The management of Ludwig's angina is based on the principles of airway protection and treatment of the infection. A retrospective study of emergency department visits in the United States between 2006 and 2014 showed that among 5855 patients with Ludwig's angina, 47% required surgical debridement [14]. Our patient required repeated surgical debridement, antibiotics, and endotracheal intubation to prevent airway obstruction. Repeat debridement was needed because of the lack of complete resolution of swelling. In cases with a dental origin of the infection identified early on, extraction of the tooth/teeth involved is necessary to remove the source of infection [13]. However, in our case, extensive involvement of the neck spaces with fluid collection on imaging meant that surgical incision and drainage took precedence over tooth extraction due to the risk of life-threatening airway compromise. Therefore, the choice of airway management in Ludwig's angina depends on individual patients' neck and airway findings. Generally, tracheostomy using local anesthesia is considered the gold standard in patients with deep neck infections. Still, the anatomical distortion caused by swelling can make it quite difficult in patients with severe infection and extensive involvement of the neck spaces. Our patient was successfully managed with intubation.
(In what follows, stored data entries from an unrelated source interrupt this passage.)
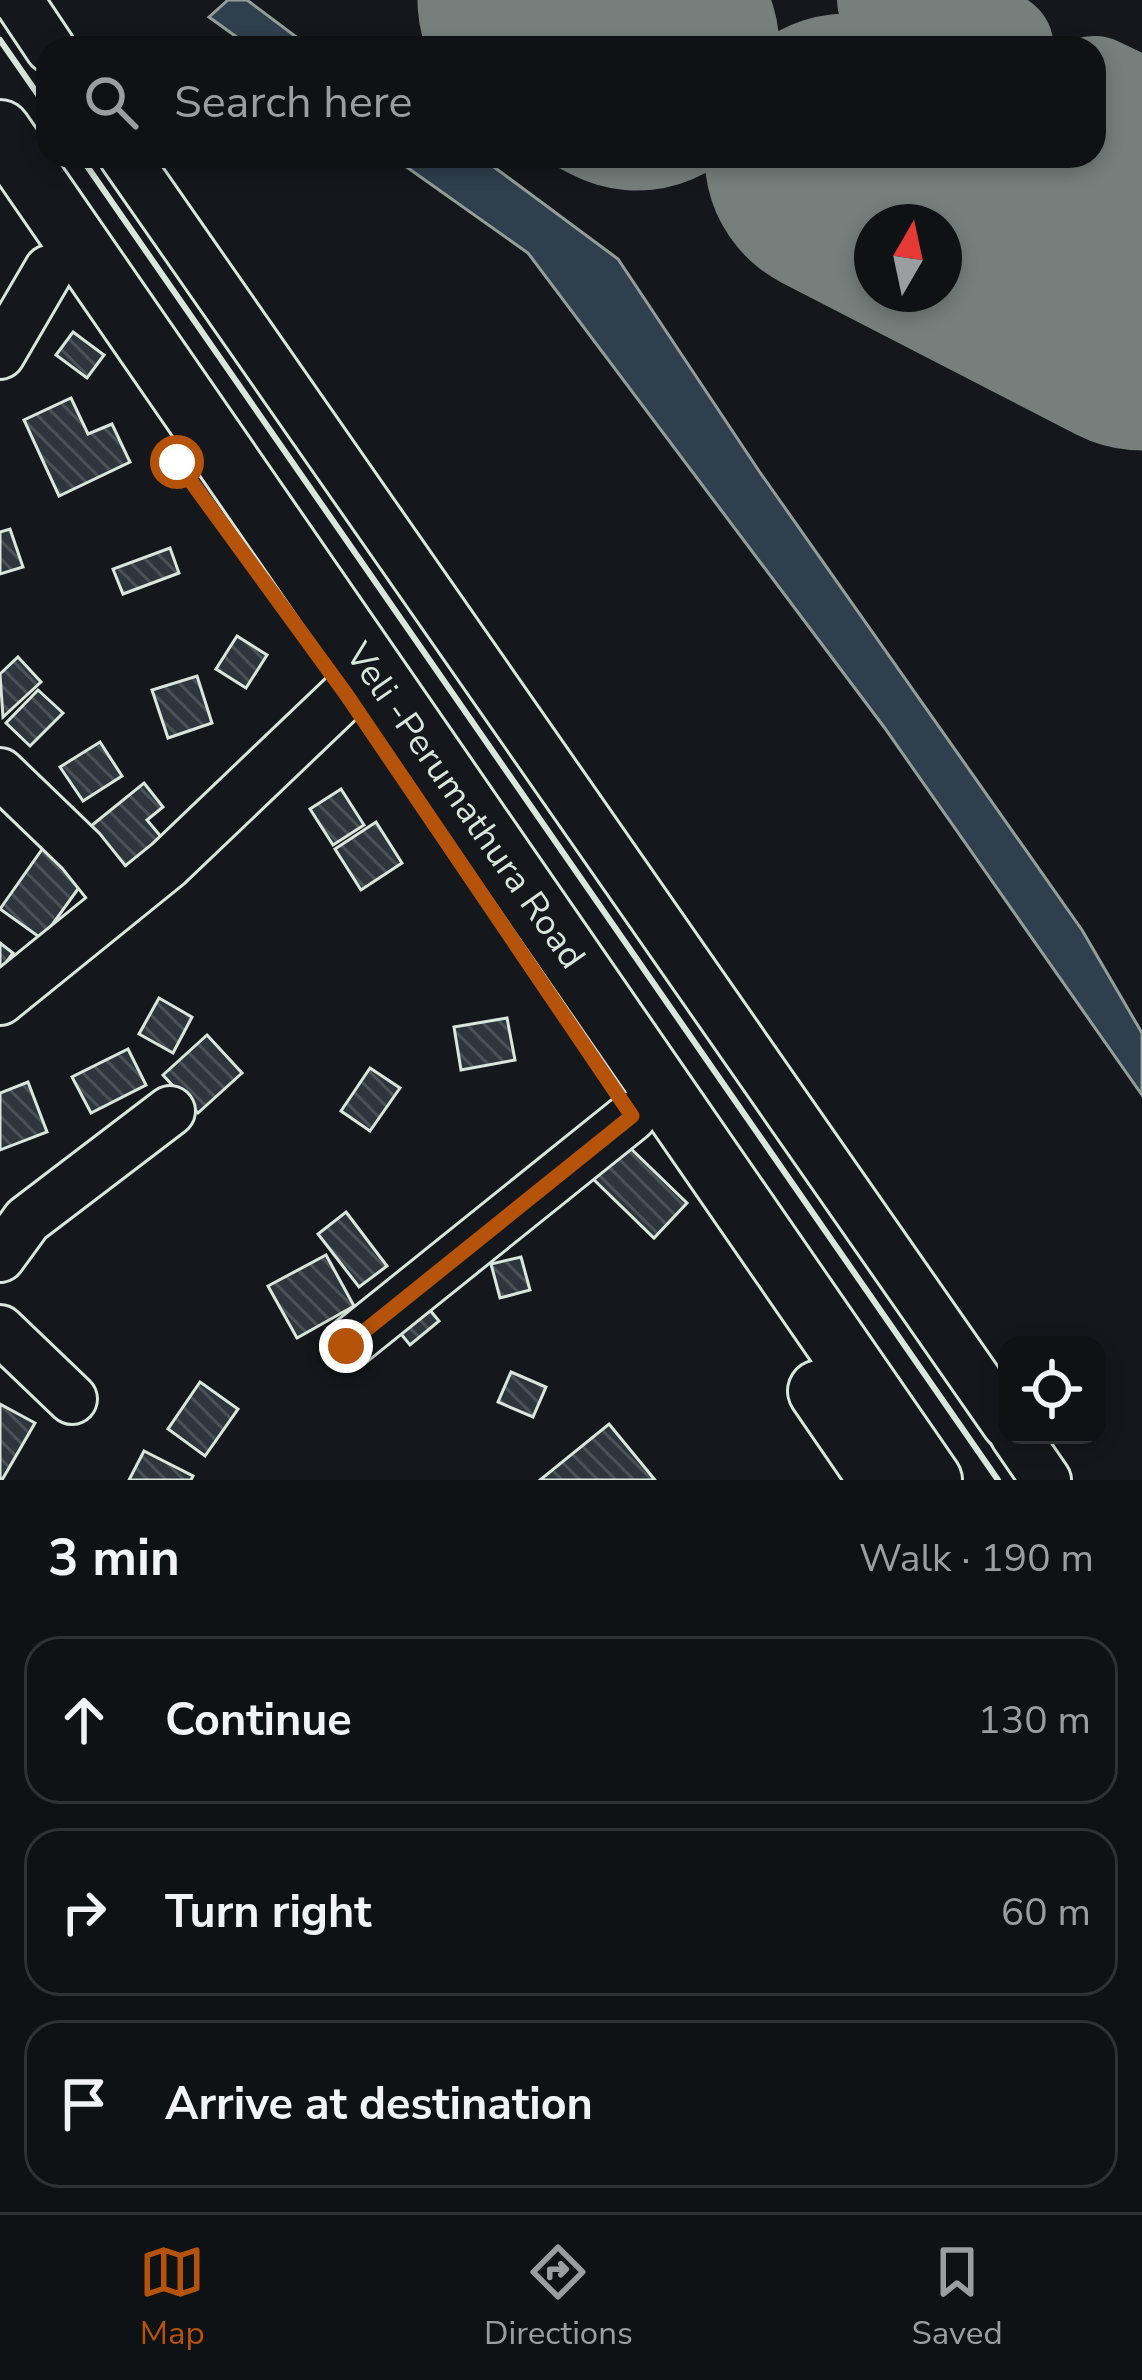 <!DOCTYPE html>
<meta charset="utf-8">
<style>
:root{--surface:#0f1215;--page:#1d2022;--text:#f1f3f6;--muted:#9b9ea0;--line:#2f3234;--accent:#b45309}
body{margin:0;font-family:"Nunito Sans",sans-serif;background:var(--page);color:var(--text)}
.controls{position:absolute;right:36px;bottom:36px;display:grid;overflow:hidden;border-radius:24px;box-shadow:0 6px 18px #0003}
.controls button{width:108px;height:108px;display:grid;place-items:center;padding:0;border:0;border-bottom:3px solid var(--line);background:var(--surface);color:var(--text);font:60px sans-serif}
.compass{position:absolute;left:854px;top:204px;width:108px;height:108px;border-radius:50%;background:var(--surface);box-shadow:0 6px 18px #0003;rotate:9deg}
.stop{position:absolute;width:36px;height:36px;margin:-27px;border:9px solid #b45309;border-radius:50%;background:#fff}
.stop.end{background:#b45309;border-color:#fff;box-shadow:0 3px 12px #0008}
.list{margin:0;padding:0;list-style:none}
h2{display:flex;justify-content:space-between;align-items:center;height:156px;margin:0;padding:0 48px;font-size:51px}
h2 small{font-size:39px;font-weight:400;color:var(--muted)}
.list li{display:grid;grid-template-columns:78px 1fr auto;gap:36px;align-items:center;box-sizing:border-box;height:168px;margin:0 24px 24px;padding:0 24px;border:3px solid var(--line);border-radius:36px}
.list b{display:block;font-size:45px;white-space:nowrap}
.list em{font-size:39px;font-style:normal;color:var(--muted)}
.icon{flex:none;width:66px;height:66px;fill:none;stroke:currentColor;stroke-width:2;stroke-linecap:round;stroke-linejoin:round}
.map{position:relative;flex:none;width:1142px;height:1480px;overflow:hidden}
.search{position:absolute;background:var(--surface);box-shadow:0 6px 18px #0003;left:36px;right:36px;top:36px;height:132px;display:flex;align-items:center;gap:30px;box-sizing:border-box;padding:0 42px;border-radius:36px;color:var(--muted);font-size:45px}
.sheet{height:732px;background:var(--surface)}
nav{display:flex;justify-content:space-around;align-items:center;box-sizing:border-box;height:168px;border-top:3px solid var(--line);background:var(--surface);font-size:33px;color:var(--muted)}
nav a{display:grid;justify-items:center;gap:6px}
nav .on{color:var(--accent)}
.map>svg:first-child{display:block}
</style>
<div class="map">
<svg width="1142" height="1480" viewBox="0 0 1142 1480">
<defs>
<pattern id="building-back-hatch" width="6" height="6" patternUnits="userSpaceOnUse" patternTransform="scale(3)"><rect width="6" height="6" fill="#2c363c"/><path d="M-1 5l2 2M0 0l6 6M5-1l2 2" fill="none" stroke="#4a5358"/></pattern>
</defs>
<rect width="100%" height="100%" fill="#14181c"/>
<g fill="#2f3f4d" stroke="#939e99" stroke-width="3">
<polygon points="228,0 247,0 311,48 252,48 209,17"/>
<polygon points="391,156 479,156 618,259 759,471 1082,930 1142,1033 1142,1095 884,727 528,253"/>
</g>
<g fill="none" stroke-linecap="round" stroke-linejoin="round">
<g stroke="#767f7c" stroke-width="114">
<polyline points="894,0 997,48"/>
<polyline points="1094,93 1142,116"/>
</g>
<g stroke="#767f7c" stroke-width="285">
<polyline points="560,0 570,13 637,48"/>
<polyline points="847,156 1142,308"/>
</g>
</g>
<g fill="url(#building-back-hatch)" stroke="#d8e6dc" stroke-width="3">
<polygon points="73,332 104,355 87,378 56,355"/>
<polygon points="71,398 88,434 112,424 130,462 59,496 24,420"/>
<polygon points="10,529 23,567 0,574 0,532"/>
<polygon points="170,548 179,573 123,594 113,569"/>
<polygon points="237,636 267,655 246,688 216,669"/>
<polygon points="18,657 41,682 3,717 0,674"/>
<polygon points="197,676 212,723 168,738 152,690"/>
<polygon points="38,690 63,713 30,746 6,723"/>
<polygon points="100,742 122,776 83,801 60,767"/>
<polygon points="144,783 163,807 147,820 173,851 136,881 91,826"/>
<polygon points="341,789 364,825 333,845 310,809"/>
<polygon points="376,822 402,863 361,890 335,849"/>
<polygon points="50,838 93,868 42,939 0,909"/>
<polygon points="0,943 13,953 0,971"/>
<polygon points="159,998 192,1017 173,1053 139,1034"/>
<polygon points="507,1018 515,1060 461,1070 454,1027"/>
<polygon points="207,1035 242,1073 198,1113 163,1075"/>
<polygon points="128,1049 146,1085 91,1113 72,1077"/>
<polygon points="370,1068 400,1088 370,1131 341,1111"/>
<polygon points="28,1082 47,1132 0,1150 0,1093"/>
<polygon points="624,1142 687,1203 654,1238 590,1176"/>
<polygon points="346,1212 387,1266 359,1287 318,1234"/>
<polygon points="326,1255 354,1306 297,1338 268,1286"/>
<polygon points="521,1257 530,1290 500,1298 491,1264"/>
<polygon points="425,1304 439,1321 410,1345 396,1328"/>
<polygon points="511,1372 546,1387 533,1417 498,1402"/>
<polygon points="200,1382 238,1409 205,1456 168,1429"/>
<polygon points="0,1404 35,1423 2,1480 0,1480"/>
<polygon points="609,1424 655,1480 540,1480"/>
<polygon points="144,1451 193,1476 191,1480 129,1480"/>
</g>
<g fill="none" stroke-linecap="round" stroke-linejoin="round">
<defs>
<g id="minor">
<polyline points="18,0 50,48"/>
<polyline points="124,156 1007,1424"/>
<polyline points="0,354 49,270"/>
<polyline points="0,773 81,851 121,901"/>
<polyline points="0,1000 168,864 346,694"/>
<polyline points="0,1257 27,1220 170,1111"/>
<polyline points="0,1330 72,1399"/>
<polyline points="346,1346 632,1116"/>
<polyline points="1015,1435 1046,1480"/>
</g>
<g id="major">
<polyline points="0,131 931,1480"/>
<polyline points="819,1391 880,1480"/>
</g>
</defs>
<use href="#minor" stroke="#d8e6dc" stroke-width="54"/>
<use href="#major" stroke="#d8e6dc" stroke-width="66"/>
<use href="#minor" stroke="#14181c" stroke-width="48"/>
<use href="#major" stroke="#14181c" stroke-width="60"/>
<g stroke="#d8e6dc" stroke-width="6">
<polyline points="0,40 48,109"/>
<polyline points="80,156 998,1480"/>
</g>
</g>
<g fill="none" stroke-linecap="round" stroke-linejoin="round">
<polyline stroke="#b45309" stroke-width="15" points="177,462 346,694 632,1116 346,1346"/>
</g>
<g text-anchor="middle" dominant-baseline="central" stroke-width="9" stroke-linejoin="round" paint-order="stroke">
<g font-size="36" fill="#d8e6dc" stroke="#14181c">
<text transform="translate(465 806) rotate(55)">Veli -Perumathura Road</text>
</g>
</g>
</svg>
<div class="controls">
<button><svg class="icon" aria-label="locate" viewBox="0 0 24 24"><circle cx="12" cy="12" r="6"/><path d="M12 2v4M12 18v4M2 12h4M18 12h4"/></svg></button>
</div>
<svg class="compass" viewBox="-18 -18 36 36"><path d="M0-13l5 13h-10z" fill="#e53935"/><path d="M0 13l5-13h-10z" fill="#9b9ea0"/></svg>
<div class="stop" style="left:177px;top:462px"></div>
<div class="stop end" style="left:346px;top:1346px"></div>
<div class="search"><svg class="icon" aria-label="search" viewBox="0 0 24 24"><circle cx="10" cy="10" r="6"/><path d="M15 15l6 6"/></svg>Search here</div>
</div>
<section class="sheet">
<h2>3 min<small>Walk · 190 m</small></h2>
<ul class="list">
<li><svg class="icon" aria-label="ahead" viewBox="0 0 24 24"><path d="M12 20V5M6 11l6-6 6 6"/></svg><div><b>Continue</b></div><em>130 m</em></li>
<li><svg class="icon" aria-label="right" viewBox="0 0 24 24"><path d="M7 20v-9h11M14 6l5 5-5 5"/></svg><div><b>Turn right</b></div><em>60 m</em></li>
<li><svg class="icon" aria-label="arrive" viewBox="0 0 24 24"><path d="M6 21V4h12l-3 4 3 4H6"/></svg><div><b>Arrive at destination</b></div></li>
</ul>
</section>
<nav>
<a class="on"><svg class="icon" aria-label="map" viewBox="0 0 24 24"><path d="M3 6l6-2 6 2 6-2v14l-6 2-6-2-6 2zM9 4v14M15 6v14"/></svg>Map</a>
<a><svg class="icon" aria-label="directions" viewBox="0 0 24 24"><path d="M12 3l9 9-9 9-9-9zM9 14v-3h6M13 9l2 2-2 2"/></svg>Directions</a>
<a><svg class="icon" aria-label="saved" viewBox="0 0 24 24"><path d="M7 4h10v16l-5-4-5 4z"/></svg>Saved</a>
</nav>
Although mortality of Ludwig's angina has decreased significantly over the years, it still poses a challenge to clinicians because of its rarity and high likelihood of airway compromise. Nevertheless, our case demonstrates that with timely intervention to protect the airway and resolve the infection, even severe cases of Ludwig's angina can have a good outcome.

Conclusions

Although rare, Ludwig's angina is a life-threatening condition. Poor oral hygiene can lead to Ludwig's Angina. Early diagnosis, airway management, treatment with broad-spectrum antibiotics, and surgical intervention are vital for successfully managing Ludwig's angina with extensive soft tissue involvement.